It's pretty official now... Kirk's developed a condition with a name! Addison's disease.
Besides obviously already having a tumour and having lost all the hormones his pituitary makes, he's also lost cortisol, which is produced by the adrenal gland. Well, at least it has a name, some notoriety, and they make you carry a blue card for emergencies. Kind of cool.
Even cooler would be if the 21st century ever delivered what I've come to expect from the future as presented in the past. Star Trek is just one example. How light they make of those perfectly treatable diseases that were still killing people left and right back in the 20th century. No such luck. No quick diagnosis by tricorder, no immediate treatment with a one-size-fits all hypospray and a short spell in sickbay. Your choice of doctor: grumpy drinker, career mum, genetically engineered genius, or hologram.
Science fiction isn't always far from the truth though. Why recently, for the remake of Tron, they scanned the actors into the computer exactly like they imagined in the original. Back then, they made it up. And within their lifetime, it came true!
Anyway, I've invented the world's first artificial pituitary.

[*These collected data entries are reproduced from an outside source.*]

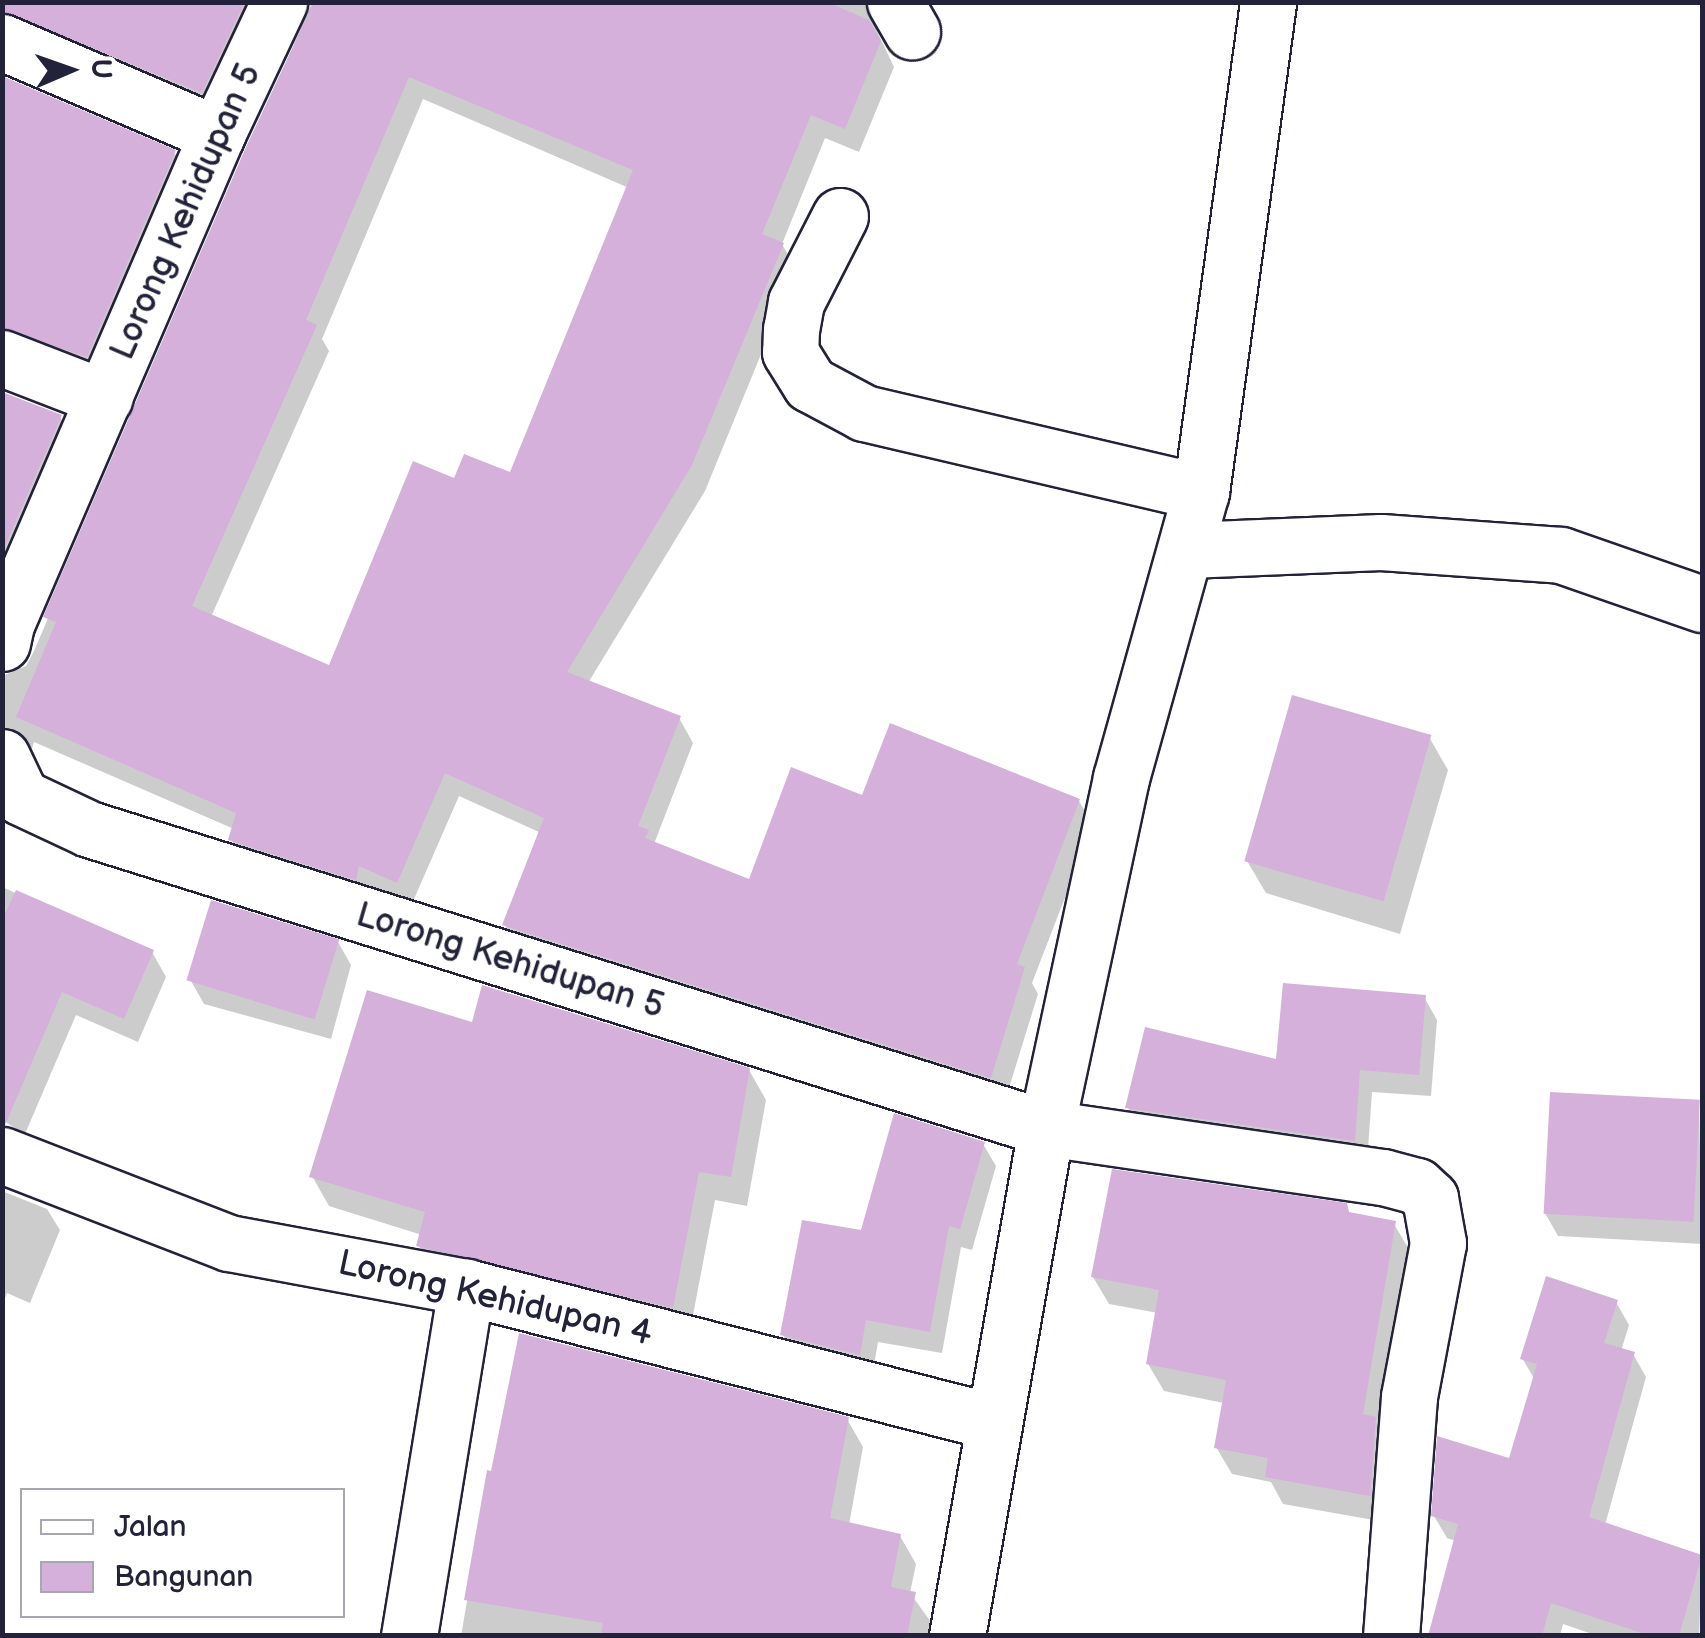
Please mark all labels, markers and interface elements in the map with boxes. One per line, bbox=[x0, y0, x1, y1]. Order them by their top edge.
north arrow bbox=[20, 20, 120, 120]
street label: Lorong Kehidupan 5 bbox=[102, 57, 270, 367]
text: U bbox=[84, 58, 117, 79]
street label: Lorong Kehidupan 5 bbox=[351, 894, 669, 1028]
street label: Lorong Kehidupan 4 bbox=[334, 1242, 656, 1356]
legend bbox=[20, 1488, 345, 1618]
text: Jalan bbox=[114, 1509, 186, 1545]
text: Bangunan bbox=[114, 1559, 253, 1595]

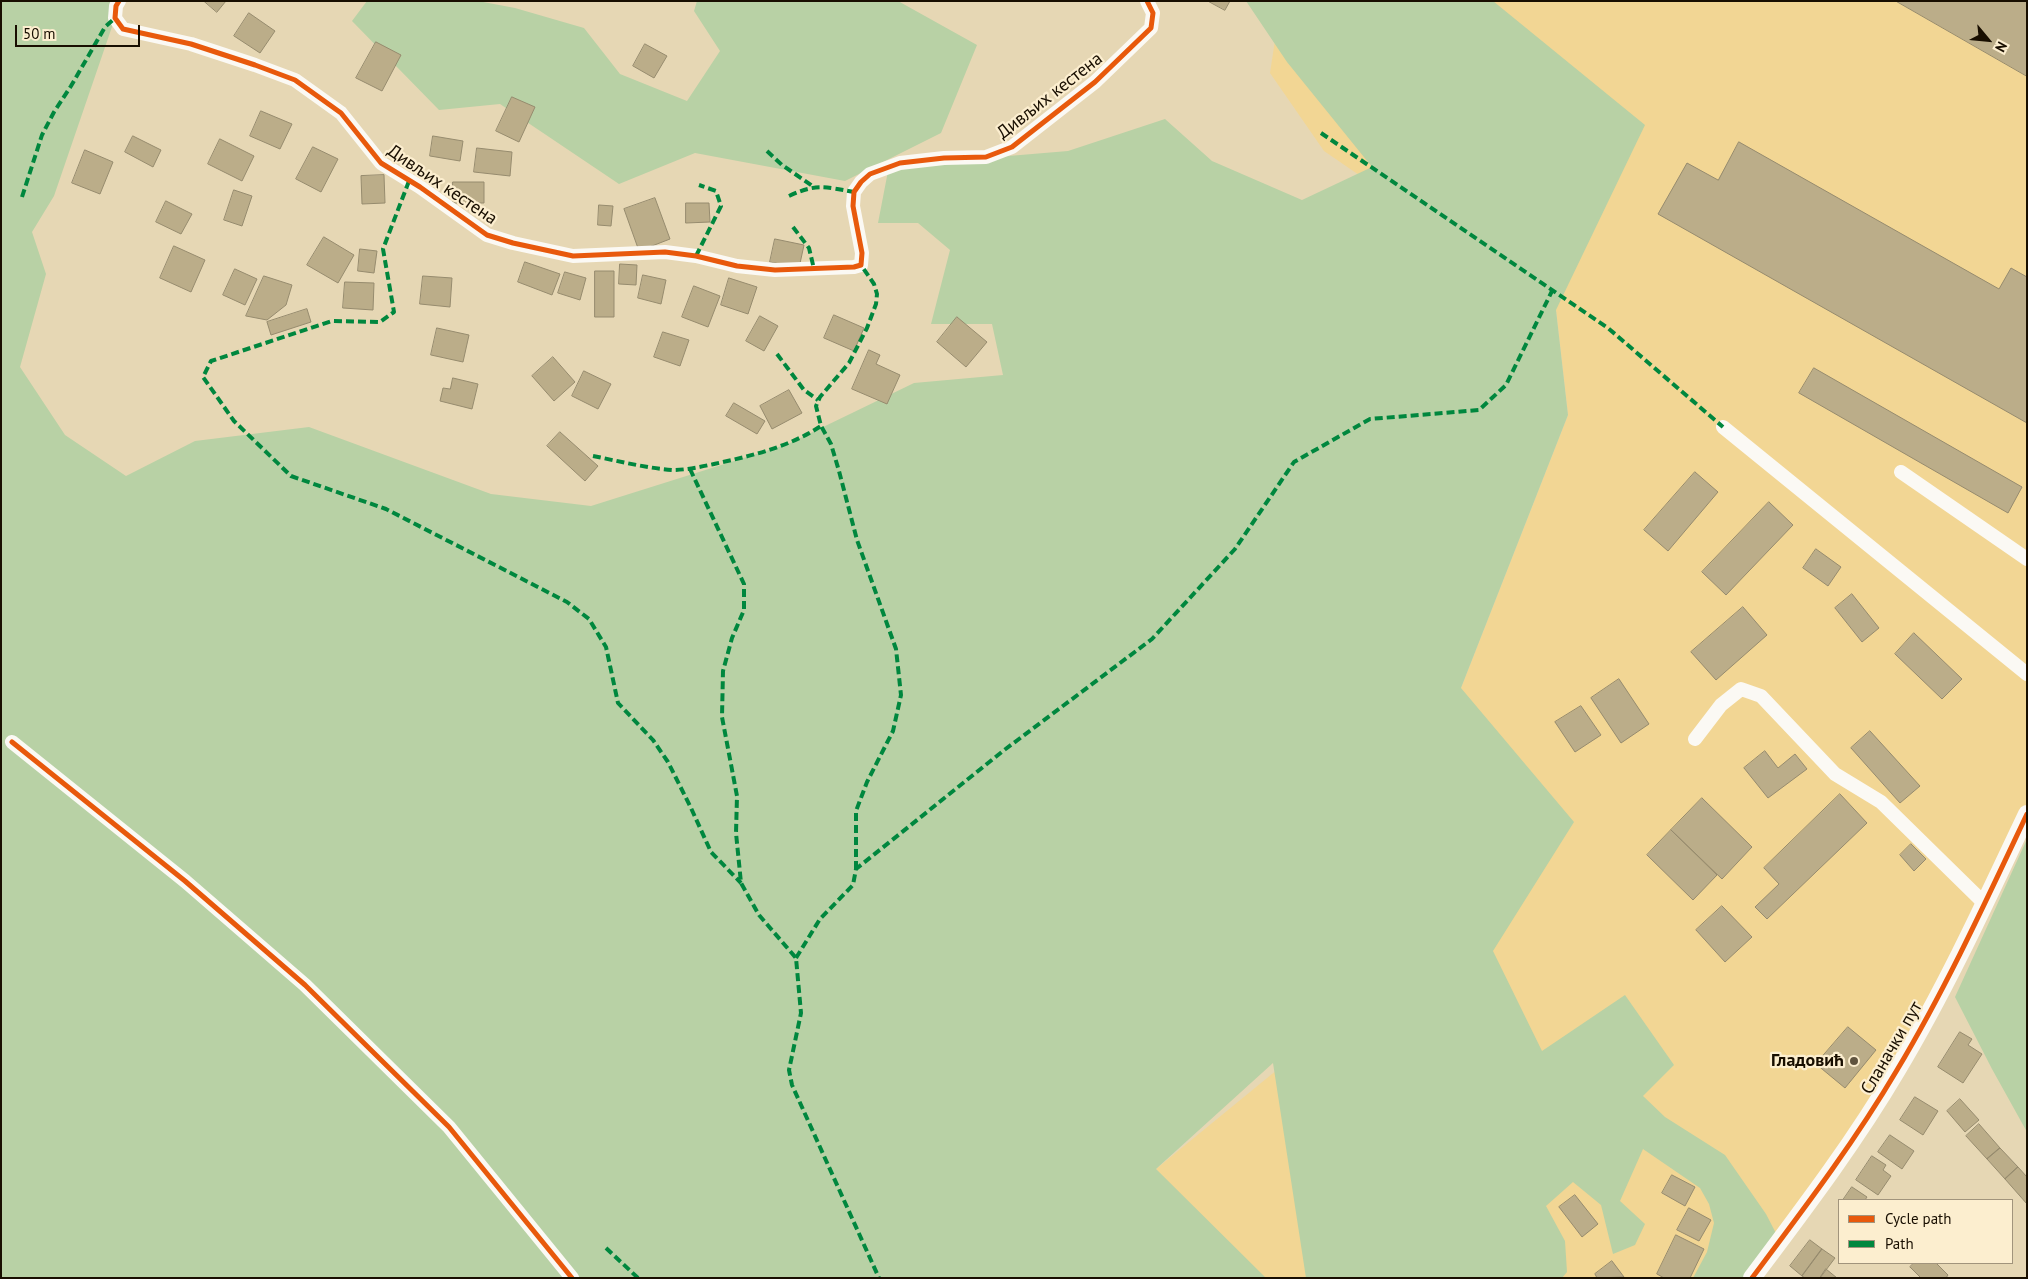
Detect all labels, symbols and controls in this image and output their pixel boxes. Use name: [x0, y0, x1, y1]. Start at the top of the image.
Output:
scale bar: [18, 15, 142, 47]
north arrow: [1963, 15, 2013, 65]
text: 50 m: [23, 24, 56, 43]
text: N: [1991, 39, 2011, 55]
street label: Дивљих кестена: [993, 48, 1107, 144]
street label: Дивљих кестена: [383, 140, 501, 230]
street label: Сланачки пут: [1857, 998, 1927, 1098]
place label: Гладовић: [1771, 1050, 1844, 1072]
marker: Гладовић: [1848, 1055, 1860, 1067]
legend: [1838, 1199, 2013, 1264]
text: Cycle path: [1885, 1209, 1951, 1228]
text: Path: [1885, 1234, 1914, 1253]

On the one hand, the pituitary gland is a kind of thermostat. It measures the values of certain elements in the blood and reacts accordingly to adjust those levels. It also reacts to certain other bodily states in order to, for example, stimulate more cortisol production in times of stress. As I understand it, fairly simple computers can perform similar tasks, like an electronic blood pressure meter or a fingertip pulse oximeter. Given recent experimental developments like IBM's chip on a molecule (http://www.theregister.co.uk/2006/03/24/ibm_nano_chip/), it should be possible to create a measuring device and processor small enough to be portable or even, ideally, implantable.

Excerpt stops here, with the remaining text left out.